Gadis itu lalu mengulurkan tangannya memberi sapu tangan hijau muda.

Tidak usah.”

Terimalah, tidak apa-apa! Kalau tidak tuan terima, aku tidak akan memberi jalan!

Terpaksa Zaid menerima sapu tangan itu. Gadis itu lalu minggir sambil menutup kembali mukanya dengan cadar. Zahid melangkahkan kedua kakinya melanjutkan perjalanan.

***

Saat malam datang membentangkan jubah hitamnya, kota Kufah kembali diterangi sinar rembulan. Angin sejuk dari utara semilir mengalir.

Afirah terpekur di kamarnya. Matanya berkaca-kaca. Hatinya basah. Pikirannya bingung. Apa yang menimpa dirinya. Sejak kejadian tadi pagi di kebun kurma hatinya terasa gundah. Wajah bersih Zahid bagai tak hilang dari pelupuk matanya. Pandangan matanya yang teduh menunduk membuat hatinya sedemikian terpikat. Pembicaraan orang tentang keshalehan seorang pemuda di tengah kota bernama Zahid semakin membuat hatinya tertawan. Tadi pagi ia menatap wajahnya dan mendengar tutur suaranya. Ia juga menyaksikan wibawanya. Tiba-tiba air matanya mengalir deras. Hatinya merasakan aliran kesejukan dan kegembiraan yang belum pernah ia rasakan sebelumnya.

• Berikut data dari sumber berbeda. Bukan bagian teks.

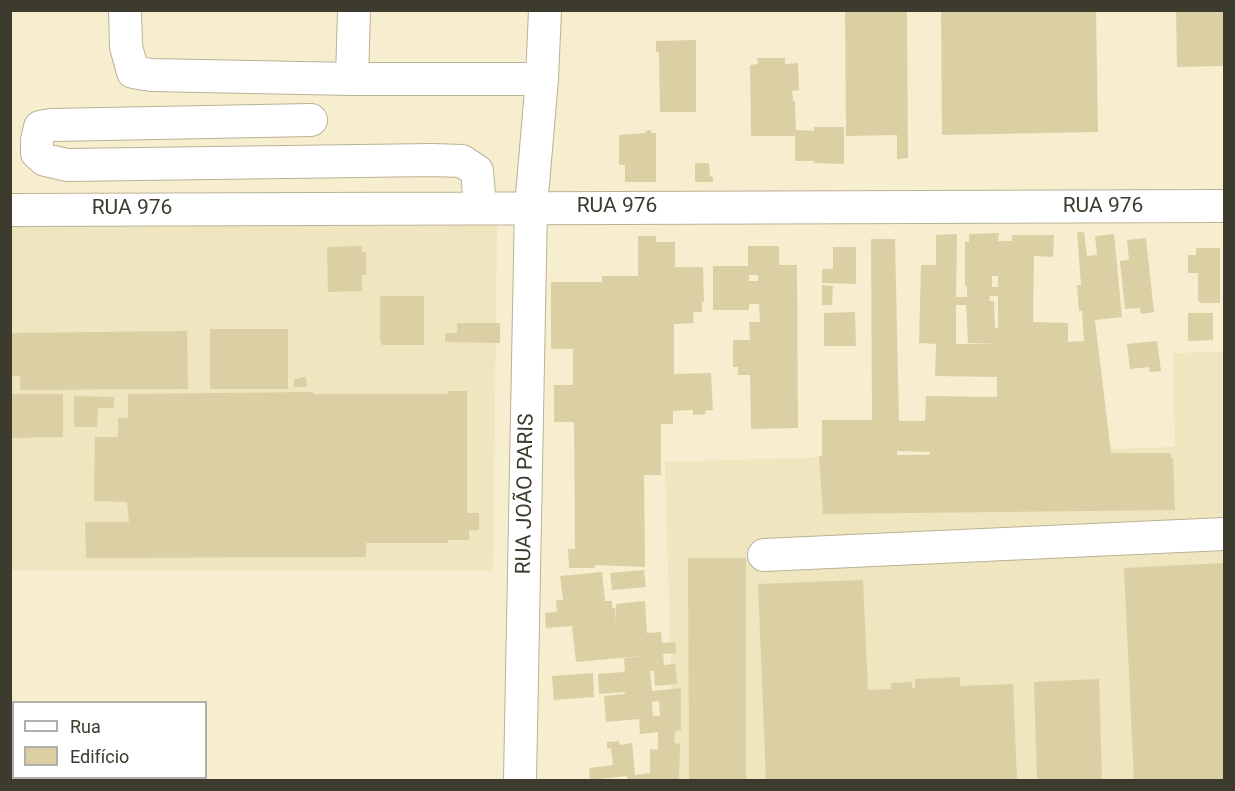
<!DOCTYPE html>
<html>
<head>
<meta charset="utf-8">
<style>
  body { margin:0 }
  #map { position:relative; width:1235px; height:791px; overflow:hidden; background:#f6eecf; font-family:Roboto,sans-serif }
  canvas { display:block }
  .frame { position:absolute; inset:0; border:12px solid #3d3a2e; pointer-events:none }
  .legend { position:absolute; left:12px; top:701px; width:195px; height:78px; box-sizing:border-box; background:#fff; border:2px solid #b1b0ab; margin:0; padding:8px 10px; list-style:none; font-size:18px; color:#3d3a2e }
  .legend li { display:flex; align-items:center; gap:12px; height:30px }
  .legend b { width:30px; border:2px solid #b1b0ab }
</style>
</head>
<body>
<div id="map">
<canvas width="1235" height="791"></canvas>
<div class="frame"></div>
<ul class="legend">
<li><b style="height:8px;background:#fff"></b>Rua</li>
<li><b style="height:16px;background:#dbd0a4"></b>Edifício</li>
</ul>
</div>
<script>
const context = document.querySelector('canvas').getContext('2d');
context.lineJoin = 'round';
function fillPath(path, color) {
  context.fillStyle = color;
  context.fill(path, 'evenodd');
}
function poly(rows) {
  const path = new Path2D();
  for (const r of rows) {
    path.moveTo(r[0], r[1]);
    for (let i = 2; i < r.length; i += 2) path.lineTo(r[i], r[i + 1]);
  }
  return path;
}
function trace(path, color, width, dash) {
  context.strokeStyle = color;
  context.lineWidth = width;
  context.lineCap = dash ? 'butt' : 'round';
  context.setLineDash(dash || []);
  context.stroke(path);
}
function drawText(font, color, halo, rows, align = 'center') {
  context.font = font + ' Roboto,sans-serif';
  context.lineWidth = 4.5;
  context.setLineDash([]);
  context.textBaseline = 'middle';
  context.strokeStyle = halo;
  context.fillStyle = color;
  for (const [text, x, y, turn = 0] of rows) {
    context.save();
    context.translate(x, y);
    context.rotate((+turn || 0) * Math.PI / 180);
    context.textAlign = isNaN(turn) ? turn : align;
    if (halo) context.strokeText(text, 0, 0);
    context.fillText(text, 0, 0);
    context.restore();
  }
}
const built = poly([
  [11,226,497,226,493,571,11,570],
  [1224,352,1224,780,674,780,665,462,1175,447,1173,353]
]);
const building = poly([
  [845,10,907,10,908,158,897,159,897,135,846,136],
  [941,10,1096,10,1098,132,942,135],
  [1176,10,1224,10,1224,66,1177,67],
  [696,40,696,112,660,112,659,52,656,52,656,41],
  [757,58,785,58,785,64,798,63,799,90,792,91,793,101,795,101,796,130,814,131,814,127,844,127,844,164,814,163,814,161,795,161,795,136,751,136,750,65,758,64],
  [651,130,651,133,656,133,656,182,625,182,625,165,619,165,619,135,646,133,646,131],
  [695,163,709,163,710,176,713,177,713,182,695,182],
  [1077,232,1084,232,1087,256,1097,255,1095,236,1114,234,1122,317,1095,320,1111,453,1171,453,1171,458,1173,458,1175,510,823,514,819,456,822,456,822,420,872,420,871,239,895,239,899,421,925,421,926,396,997,397,997,377,935,376,936,344,919,343,921,265,936,265,936,235,957,234,956,297,967,297,967,286,965,286,965,242,969,242,969,234,999,233,998,241,1012,241,1012,235,1054,235,1053,257,1034,256,1033,322,1068,323,1068,342,1084,341,1082,311,1079,311,1077,285,1081,285],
  [992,276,998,276,998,287,992,287],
  [990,296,998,296,998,328,995,328,994,301,989,301],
  [956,305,966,305,968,343,998,344,956,344],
  [897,451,930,452,929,455,897,455],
  [638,236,656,236,656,242,675,242,675,267,703,267,704,302,702,302,702,312,693,312,694,323,674,324,674,374,711,373,713,410,705,411,706,414,693,415,693,410,673,411,673,424,661,424,661,475,644,475,645,567,595,565,595,568,569,568,568,549,575,549,574,422,554,422,554,385,573,385,573,349,551,349,551,282,602,282,602,276,638,276],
  [1146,238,1154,312,1141,314,1140,308,1125,309,1120,261,1129,260,1127,240],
  [362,246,362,252,366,252,366,275,362,275,362,291,328,292,327,247],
  [748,246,779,246,779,265,797,265,798,428,751,429,750,375,738,375,738,367,733,367,733,340,750,340,749,322,760,322,759,304,749,304,749,310,713,310,713,266,748,266],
  [749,275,758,275,758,281,749,281],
  [833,247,856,247,856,284,822,283,822,269,833,269],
  [1196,248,1220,248,1220,303,1200,303,1198,300,1198,273,1188,273,1188,255,1196,255],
  [822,285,833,286,832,305,822,305],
  [380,296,424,296,424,345,382,345,380,340],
  [855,312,856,346,824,346,824,313],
  [1188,313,1213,313,1213,340,1188,341],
  [457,323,500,323,500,343,445,342,445,333,457,333],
  [210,329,288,329,288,389,210,389],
  [187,331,188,389,20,390,20,376,10,376,10,333],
  [1157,341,1161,371,1150,372,1149,367,1130,369,1127,344],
  [299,377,306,377,307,387,294,387,294,379,300,379],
  [448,391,467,391,467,513,479,513,479,530,469,530,469,540,448,540,448,543,366,543,366,557,86,558,85,522,129,522,127,502,94,501,95,437,118,437,118,418,128,418,128,394,313,392,313,394,448,394],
  [10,394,63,394,63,437,10,438],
  [74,396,114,397,114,408,98,408,97,427,74,427],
  [688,558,746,558,746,780,689,780],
  [1224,563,1224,780,1134,780,1124,568],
  [644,570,646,587,612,590,610,573],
  [602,572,605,601,612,601,612,608,615,608,616,622,616,604,645,601,647,633,661,632,662,643,675,642,676,653,663,654,664,665,675,664,677,684,655,686,654,671,650,671,652,691,681,688,681,730,675,731,674,743,680,744,679,780,628,780,627,776,590,780,589,768,613,765,611,748,607,749,607,742,619,741,620,745,632,743,635,775,650,773,650,749,658,750,658,732,640,734,639,719,606,722,604,696,625,694,625,692,599,694,598,674,623,672,625,670,624,658,653,655,576,662,572,626,546,628,545,613,557,612,556,600,563,600,560,576],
  [659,701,660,716,653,716,652,702],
  [863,580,868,690,891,689,891,683,912,682,912,688,915,688,915,679,960,677,960,686,1013,684,1017,780,766,780,758,584],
  [593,673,594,697,554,700,552,676],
  [1099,679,1102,780,1037,780,1034,682]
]);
const minor = poly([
  [125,10,126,47,133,72,151,75,352,79],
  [354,10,352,79,542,79],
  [311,120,51,125,40,127,37,140,37,153,45,160,67,165,432,160,462,161,477,171,480,207],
  [10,210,1224,206],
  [764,555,1224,534],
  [520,780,531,207,542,79,545,10]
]);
const streetNames = [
  ["RUA 976",617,207],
  ["RUA 976",1103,207],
  ["RUA 976",132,209],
  ["RUA JOÃO PARIS",526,494,-89]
];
fillPath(built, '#efe5be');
fillPath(building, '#dbd0a4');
trace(minor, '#bab295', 34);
trace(minor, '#fff', 32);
drawText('21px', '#3d3a2e', '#fff', streetNames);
</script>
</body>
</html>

Dalam hati ia berkata,

Inikah cinta? Beginikah rasanya? Terasa hangat mengaliri syaraf. Juga terasa sejuk di dalam hati. Ya Robbi, tak aku pungkiri aku jatuh hati pada hamba-Mu yang bernama Zahid. Dan inilah untuk pertama kalinya aku jatuh cinta. Ya Robbi, izinkanlah aku mencintainya.”

Air matanya terus mengalir membasahi pipinya. Ia teringat sapu tangan yang ia berikan pada Zahid. Tiba-tiba ia tersenyum,

Ah sapu tanganku ada padanya. Ia pasti juga mencintaiku. Suatu hari ia akan datang kemari.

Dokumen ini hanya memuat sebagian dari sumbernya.